* **Directions for this task**: Which lines in the records below contain the word "Avenue"? Copy each of them.

================================

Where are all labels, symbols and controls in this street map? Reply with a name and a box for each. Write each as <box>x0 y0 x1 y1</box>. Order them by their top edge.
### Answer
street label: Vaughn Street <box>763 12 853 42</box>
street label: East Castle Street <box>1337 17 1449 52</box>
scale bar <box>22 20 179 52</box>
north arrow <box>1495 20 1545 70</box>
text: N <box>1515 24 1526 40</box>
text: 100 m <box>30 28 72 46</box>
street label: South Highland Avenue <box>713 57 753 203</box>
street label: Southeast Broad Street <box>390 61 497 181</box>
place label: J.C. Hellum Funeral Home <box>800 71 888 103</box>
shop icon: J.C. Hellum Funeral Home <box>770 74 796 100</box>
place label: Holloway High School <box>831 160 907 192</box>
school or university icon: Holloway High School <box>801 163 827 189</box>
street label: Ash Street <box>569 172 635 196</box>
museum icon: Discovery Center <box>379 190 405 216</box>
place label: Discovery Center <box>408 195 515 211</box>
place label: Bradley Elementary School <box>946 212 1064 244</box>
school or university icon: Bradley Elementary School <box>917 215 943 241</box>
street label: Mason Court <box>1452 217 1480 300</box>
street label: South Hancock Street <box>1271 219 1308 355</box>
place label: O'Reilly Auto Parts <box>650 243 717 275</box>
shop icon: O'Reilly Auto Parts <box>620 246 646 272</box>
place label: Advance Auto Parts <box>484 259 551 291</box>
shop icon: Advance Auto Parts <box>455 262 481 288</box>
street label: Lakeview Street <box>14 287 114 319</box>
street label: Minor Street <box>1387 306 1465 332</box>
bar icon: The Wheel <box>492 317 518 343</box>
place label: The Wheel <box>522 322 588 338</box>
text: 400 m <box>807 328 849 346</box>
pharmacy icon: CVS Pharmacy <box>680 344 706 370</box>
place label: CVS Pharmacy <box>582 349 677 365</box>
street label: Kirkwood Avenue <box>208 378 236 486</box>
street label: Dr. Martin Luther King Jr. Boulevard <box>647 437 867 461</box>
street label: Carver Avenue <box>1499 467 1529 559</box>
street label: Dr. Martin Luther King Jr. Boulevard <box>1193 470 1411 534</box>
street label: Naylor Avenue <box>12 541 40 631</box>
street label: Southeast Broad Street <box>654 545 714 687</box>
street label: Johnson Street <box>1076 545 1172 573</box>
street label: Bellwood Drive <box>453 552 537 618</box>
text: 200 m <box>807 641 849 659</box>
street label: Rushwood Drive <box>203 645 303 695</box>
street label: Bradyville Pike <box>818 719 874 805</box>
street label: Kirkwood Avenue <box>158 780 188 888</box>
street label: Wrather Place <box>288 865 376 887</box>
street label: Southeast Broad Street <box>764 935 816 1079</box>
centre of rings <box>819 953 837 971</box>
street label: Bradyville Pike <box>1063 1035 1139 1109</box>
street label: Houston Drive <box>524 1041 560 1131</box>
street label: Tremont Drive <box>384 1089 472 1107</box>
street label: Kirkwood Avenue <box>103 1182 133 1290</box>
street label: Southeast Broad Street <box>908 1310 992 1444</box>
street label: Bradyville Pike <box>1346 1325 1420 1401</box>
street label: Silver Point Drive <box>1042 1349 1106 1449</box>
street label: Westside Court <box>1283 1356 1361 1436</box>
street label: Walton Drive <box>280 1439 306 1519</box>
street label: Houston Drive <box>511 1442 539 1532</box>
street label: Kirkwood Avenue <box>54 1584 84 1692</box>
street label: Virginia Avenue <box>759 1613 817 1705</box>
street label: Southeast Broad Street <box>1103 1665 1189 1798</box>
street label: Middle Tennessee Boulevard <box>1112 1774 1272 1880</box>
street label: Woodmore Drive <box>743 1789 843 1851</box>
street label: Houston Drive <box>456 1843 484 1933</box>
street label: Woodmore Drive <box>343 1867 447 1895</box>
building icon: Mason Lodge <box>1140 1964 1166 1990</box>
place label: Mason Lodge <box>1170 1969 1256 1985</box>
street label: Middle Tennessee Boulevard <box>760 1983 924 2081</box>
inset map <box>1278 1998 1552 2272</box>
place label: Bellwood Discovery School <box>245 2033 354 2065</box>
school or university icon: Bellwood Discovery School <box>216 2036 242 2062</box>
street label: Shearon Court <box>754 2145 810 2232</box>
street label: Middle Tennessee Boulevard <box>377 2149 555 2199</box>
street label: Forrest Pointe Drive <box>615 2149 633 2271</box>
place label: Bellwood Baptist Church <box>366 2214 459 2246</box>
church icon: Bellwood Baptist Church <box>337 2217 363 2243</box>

================================

* **Response to this exercise**:
street label: South Highland Avenue <box>713 57 753 203</box>
street label: Kirkwood Avenue <box>208 378 236 486</box>
street label: Carver Avenue <box>1499 467 1529 559</box>
street label: Naylor Avenue <box>12 541 40 631</box>
street label: Kirkwood Avenue <box>158 780 188 888</box>
street label: Kirkwood Avenue <box>103 1182 133 1290</box>
street label: Kirkwood Avenue <box>54 1584 84 1692</box>
street label: Virginia Avenue <box>759 1613 817 1705</box>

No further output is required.